Peignez-vous tous les sujets ?
Oui, des paysages, des natures mortes, des monuments, des nus…
Au-dessus de votre baie vitrée est inscrit : « J’ai déjà un pied dans la tombe et je n’aime pas qu’on me marche sur l’autre ». Vous semblez à l’aise avec ce thème. Vous indiquiez pourtant à La Dépêche du Midi en septembre 2017 ne pas peindre la mort. Pourquoi ?
Je suis en pleine forme. J’avais l’intention pour Laréole de peindre mon cercueil. Un cercueil peint avec mes couleurs, un peu tordu, trop court, avec mes pieds qui dépassent, et sur le côté un rétroviseur pour voir certains cons venus à la cérémonie. On diffuserait l’hymne des Beaux-Arts « Le Pompier ». L’idée plaisait au commissaire de l’exposition mais je n’ai pas eu le courage. Mon cercueil, dans mon atelier…
Saint-Sernin, 2019. Technique mixte sur toile, 100 x 100 cm.
Par technique mixte, entendez acrylique et huile, gras sur maigre.
Très tôt, le dessin et la musique ont été vos deux passions. Vous avez étudié le violon puis la contrebasse et la guitare basse. Peut-être est-ce votre père accordéoniste ou votre grand-père chef de la musique des mines de Decazeville qui vous a donné le goût de la note. Mais le dessin puis la peinture, d’où cela vous vient-il ?

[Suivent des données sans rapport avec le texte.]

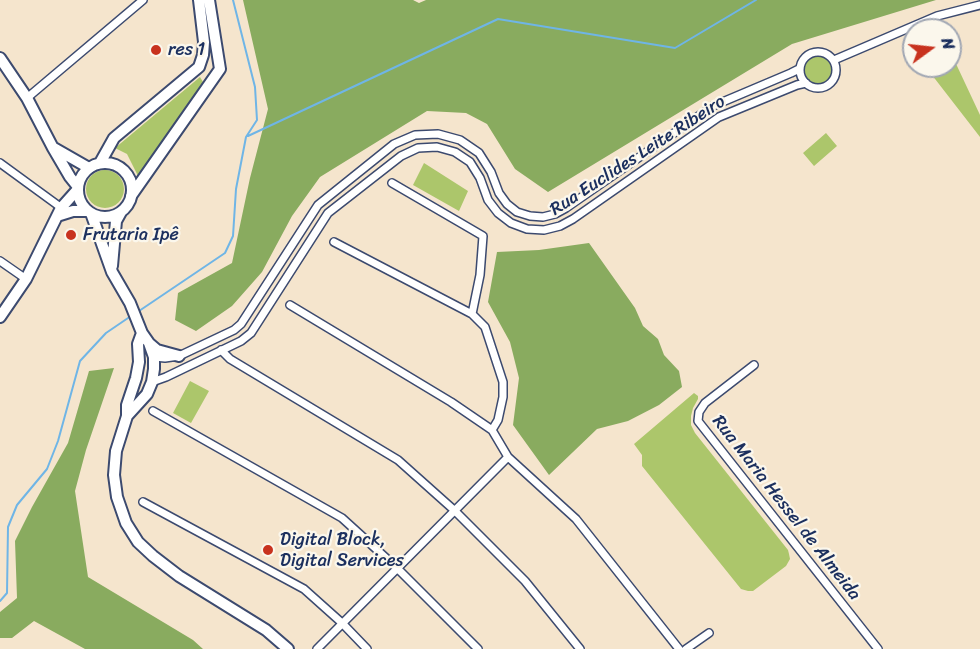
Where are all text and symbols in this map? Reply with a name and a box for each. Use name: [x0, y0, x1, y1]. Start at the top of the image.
north arrow: [902, 18, 962, 78]
text: N: [932, 35, 963, 53]
place label: res 1: [168, 39, 205, 61]
marker: res 1: [149, 43, 163, 57]
street label: Rua Euclides Leite Ribeiro: [546, 91, 730, 221]
place label: Frutaria Ipê: [83, 224, 179, 246]
marker: Frutaria Ipê: [64, 228, 78, 242]
street label: Rua Maria Hessel de Almeida: [707, 411, 865, 605]
place label: Digital Block, Digital Services: [280, 529, 404, 572]
marker: Digital Block, Digital Services: [261, 543, 275, 557]

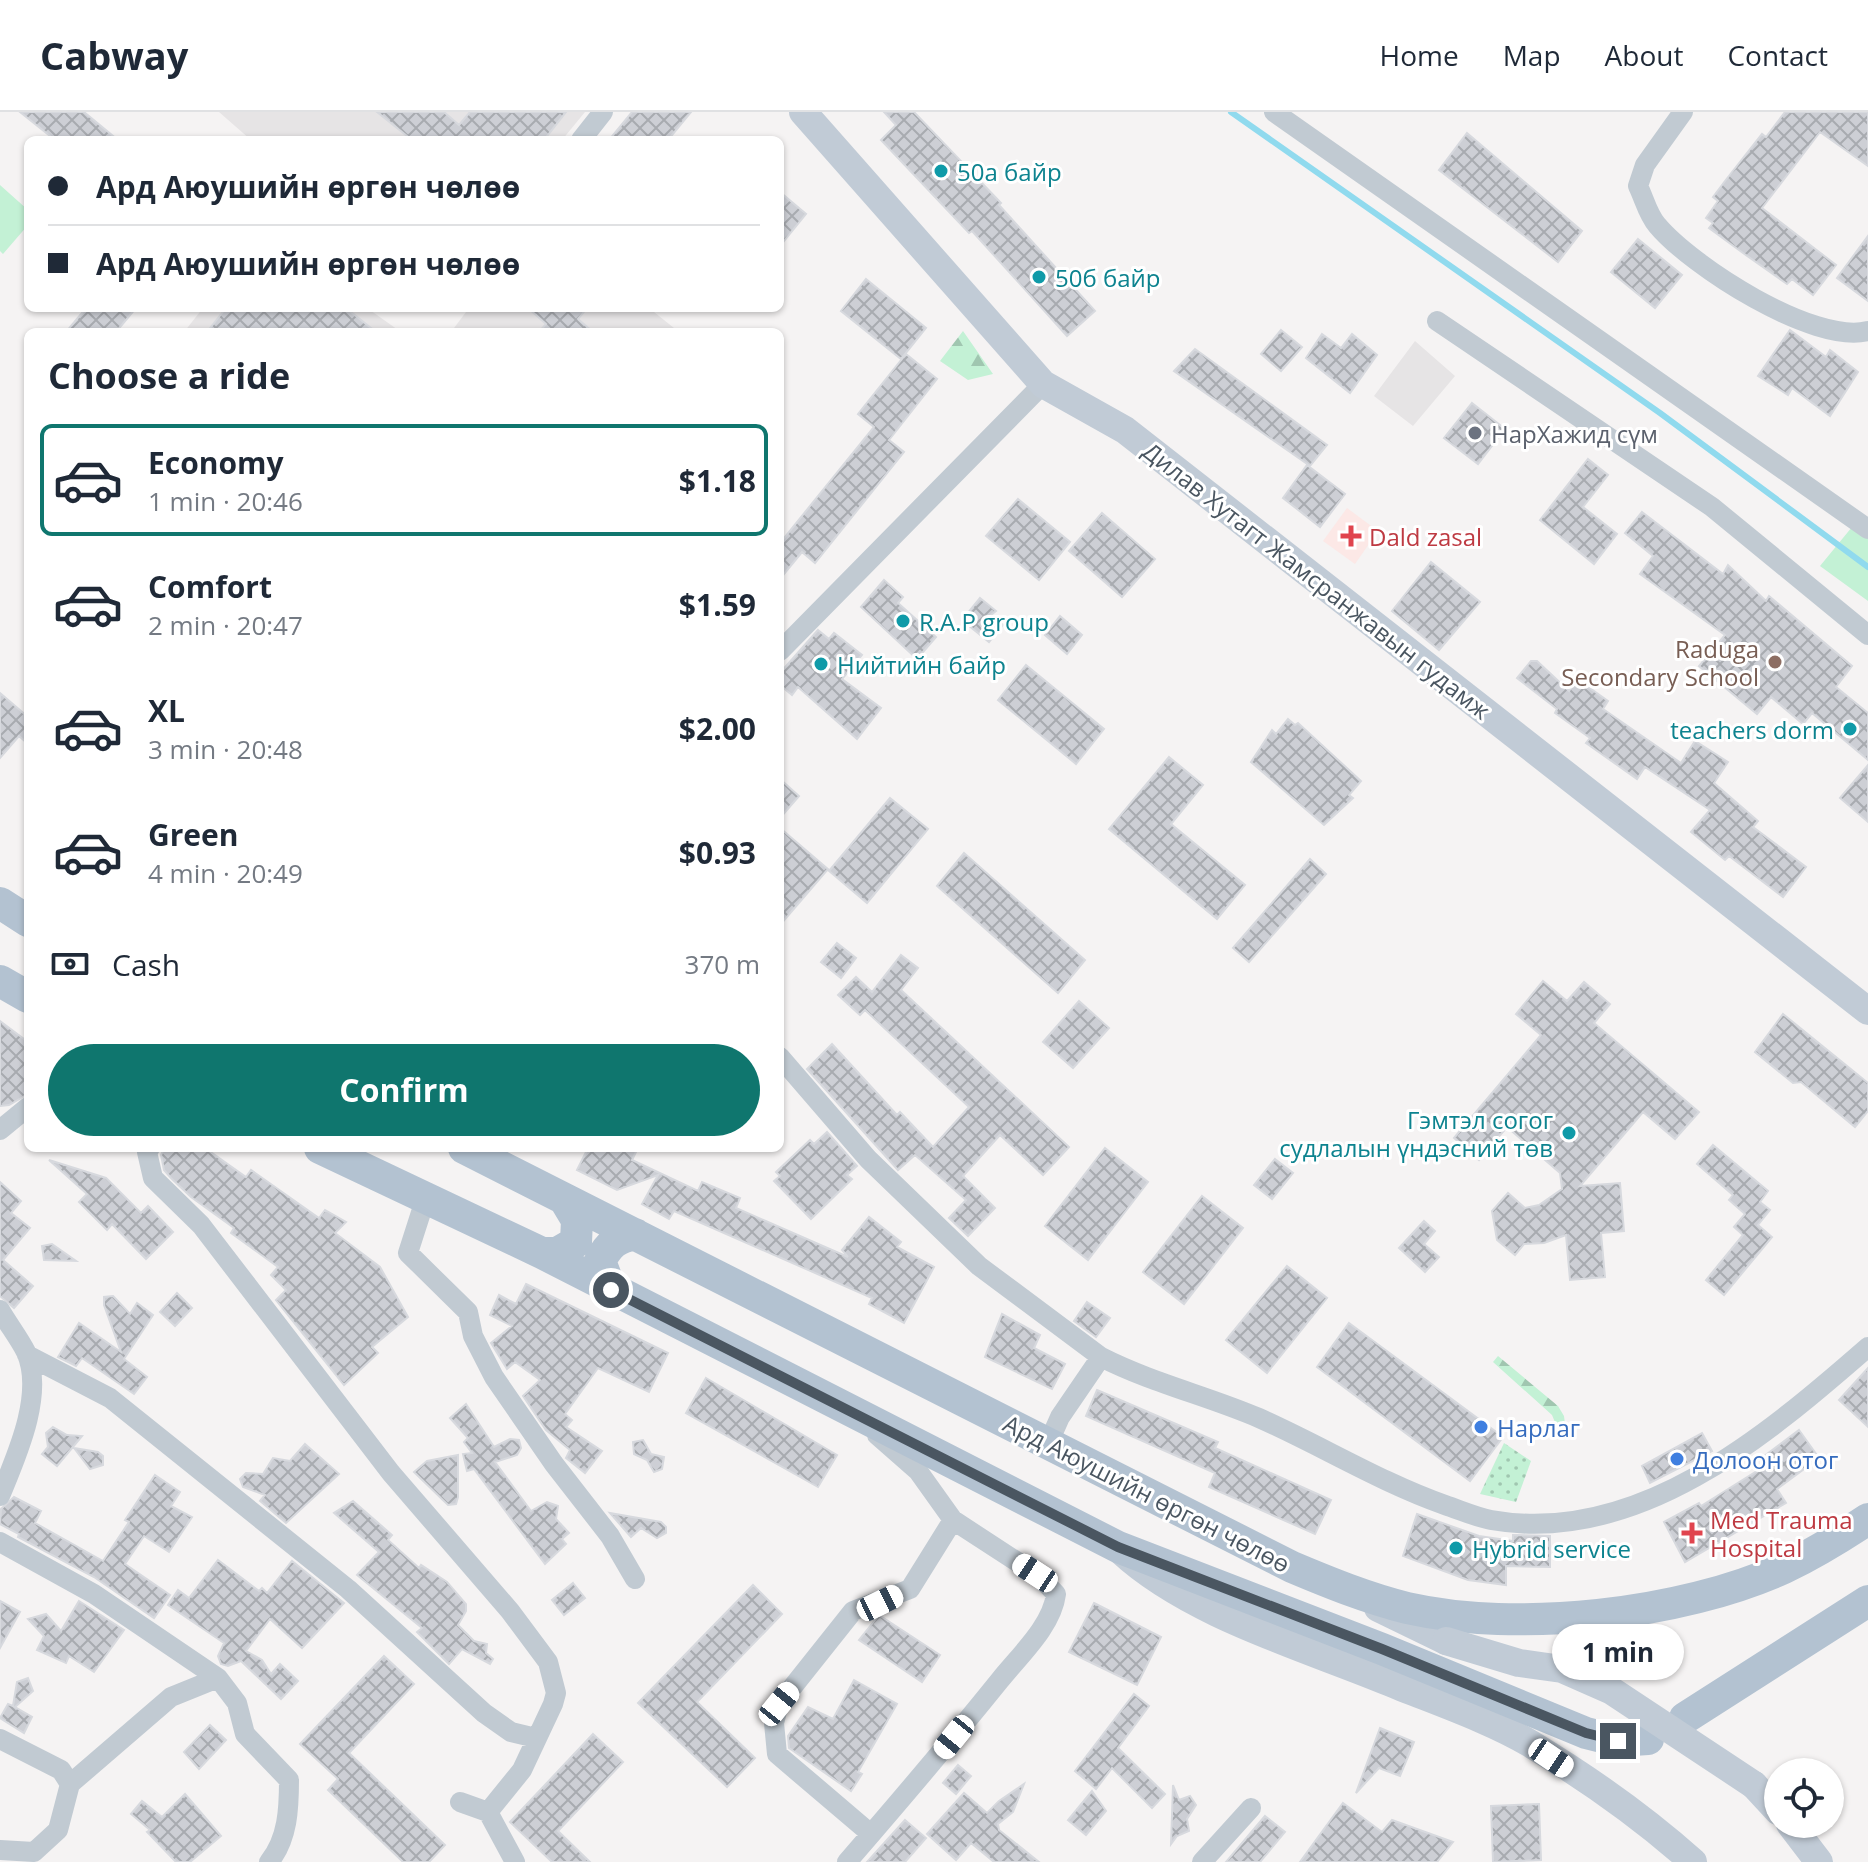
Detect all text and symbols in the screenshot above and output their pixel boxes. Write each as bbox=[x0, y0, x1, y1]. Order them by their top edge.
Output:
text: Cabway bbox=[40, 29, 188, 81]
text: Home bbox=[1380, 36, 1459, 74]
text: Map bbox=[1503, 36, 1561, 74]
text: About bbox=[1605, 36, 1683, 74]
text: Contact bbox=[1727, 36, 1828, 74]
place label: 50а байр bbox=[957, 155, 1062, 188]
marker: 50а байр bbox=[932, 162, 950, 180]
text: Ард Аюушийн өргөн чөлөө bbox=[96, 166, 520, 207]
text: Ард Аюушийн өргөн чөлөө bbox=[96, 243, 520, 284]
place label: 50б байр bbox=[1055, 261, 1161, 294]
marker: 50б байр bbox=[1030, 268, 1048, 286]
text: Choose a ride bbox=[48, 351, 290, 400]
place label: НарХажид сүм bbox=[1491, 417, 1658, 450]
marker: НарХажид сүм bbox=[1466, 424, 1484, 442]
street label: Дилав Хутагт Жамсранжавын гудамж bbox=[1136, 434, 1498, 726]
text: Economy bbox=[148, 442, 284, 483]
icon: car bbox=[52, 444, 124, 516]
text: $1.18 bbox=[679, 460, 756, 501]
text: 1 min · 20:46 bbox=[148, 483, 303, 519]
place label: Dald zasal bbox=[1369, 520, 1482, 553]
marker: Dald zasal bbox=[1340, 525, 1362, 547]
text: Comfort bbox=[148, 566, 272, 607]
icon: car bbox=[52, 568, 124, 640]
text: $1.59 bbox=[679, 584, 756, 625]
place label: R.A.P group bbox=[919, 605, 1049, 638]
text: 2 min · 20:47 bbox=[148, 607, 303, 643]
marker: R.A.P group bbox=[894, 612, 912, 630]
place label: Raduga Secondary School bbox=[1561, 632, 1759, 693]
place label: Нийтийн байр bbox=[837, 648, 1006, 681]
marker: Raduga Secondary School bbox=[1766, 653, 1784, 671]
marker: Нийтийн байр bbox=[812, 655, 830, 673]
text: XL bbox=[148, 690, 185, 731]
icon: car bbox=[52, 692, 124, 764]
text: $2.00 bbox=[679, 708, 756, 749]
place label: teachers dorm bbox=[1670, 713, 1834, 746]
marker: teachers dorm bbox=[1841, 720, 1859, 738]
text: 3 min · 20:48 bbox=[148, 731, 303, 767]
text: Green bbox=[148, 814, 239, 855]
icon: car bbox=[52, 816, 124, 888]
text: $0.93 bbox=[679, 832, 756, 873]
text: 4 min · 20:49 bbox=[148, 855, 303, 891]
icon: cash bbox=[48, 942, 92, 986]
text: Cash bbox=[112, 944, 180, 985]
text: 370 m bbox=[685, 946, 760, 982]
button: Confirm bbox=[48, 1044, 760, 1136]
place label: Гэмтэл согог судлалын үндэсний төв bbox=[1279, 1103, 1553, 1164]
marker: Гэмтэл согог судлалын үндэсний төв bbox=[1560, 1124, 1578, 1142]
route start bbox=[593, 1272, 629, 1308]
street label: Ард Аюушийн өргөн чөлөө bbox=[998, 1406, 1296, 1580]
place label: Нарлаг bbox=[1497, 1411, 1580, 1444]
marker: Нарлаг bbox=[1472, 1418, 1490, 1436]
place label: Долоон отог bbox=[1693, 1443, 1838, 1476]
marker: Долоон отог bbox=[1668, 1450, 1686, 1468]
place label: Med Trauma Hospital bbox=[1710, 1503, 1853, 1564]
marker: Med Trauma Hospital bbox=[1681, 1522, 1703, 1544]
place label: Hybrid service bbox=[1472, 1532, 1631, 1565]
marker: Hybrid service bbox=[1447, 1539, 1465, 1557]
car bbox=[1008, 1550, 1062, 1596]
car bbox=[853, 1582, 907, 1624]
callout: 1 min bbox=[1552, 1625, 1684, 1681]
text: 1 min bbox=[1582, 1634, 1654, 1670]
car bbox=[755, 1678, 803, 1730]
car bbox=[930, 1711, 978, 1763]
route end bbox=[1600, 1723, 1636, 1759]
car bbox=[1524, 1735, 1578, 1781]
map controls bbox=[1764, 1758, 1844, 1838]
button: locate bbox=[1764, 1758, 1844, 1838]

J’ai toujours dessiné. À 8 ans, j’ai gagné le premier prix national de dessin d’enfant. Mais le déclic, je m’en souviens très bien. Je vivais avec mes parents à Albi. C’était un jeudi, je me promenais dans les jardins du palais de la Berbie, sur lesquels donne le musée Toulouse-Lautrec. J’ai croisé le conservateur du musée, un ami de mes parents. Il m’a proposé d’entrer dans le musée et de m’y promener. C’est ainsi que j’ai découvert le travail de Toulouse-Lautrec, sa créativité, la beauté de son dessin. Par la suite je ne pensais qu’à dessiner. Le jour où j’ai repeint en jaune pétard la porte du proviseur de mon lycée, j’ai été renvoyé, mes parents désespérés. C’est ma marraine qui m’a sauvé. Elle était médecin, sa parole comptait. Après m’avoir gardé 15 jours elle a déclaré à mes parents : « Laissez-lui faire ce qu’il voudra sinon vous n’en ferez rien ». C’est ainsi que je suis entré en classe préparatoire puis aux Beaux-Arts. J’étais sauvé, je faisais ce que je voulais. La journée j’étudiais, le soir je jouais dans l’orchestre Jacques Vila. Je me suis payé la liberté en faisant de la musique. Et je n’ai rencontré aucune difficulté pour devenir professeur.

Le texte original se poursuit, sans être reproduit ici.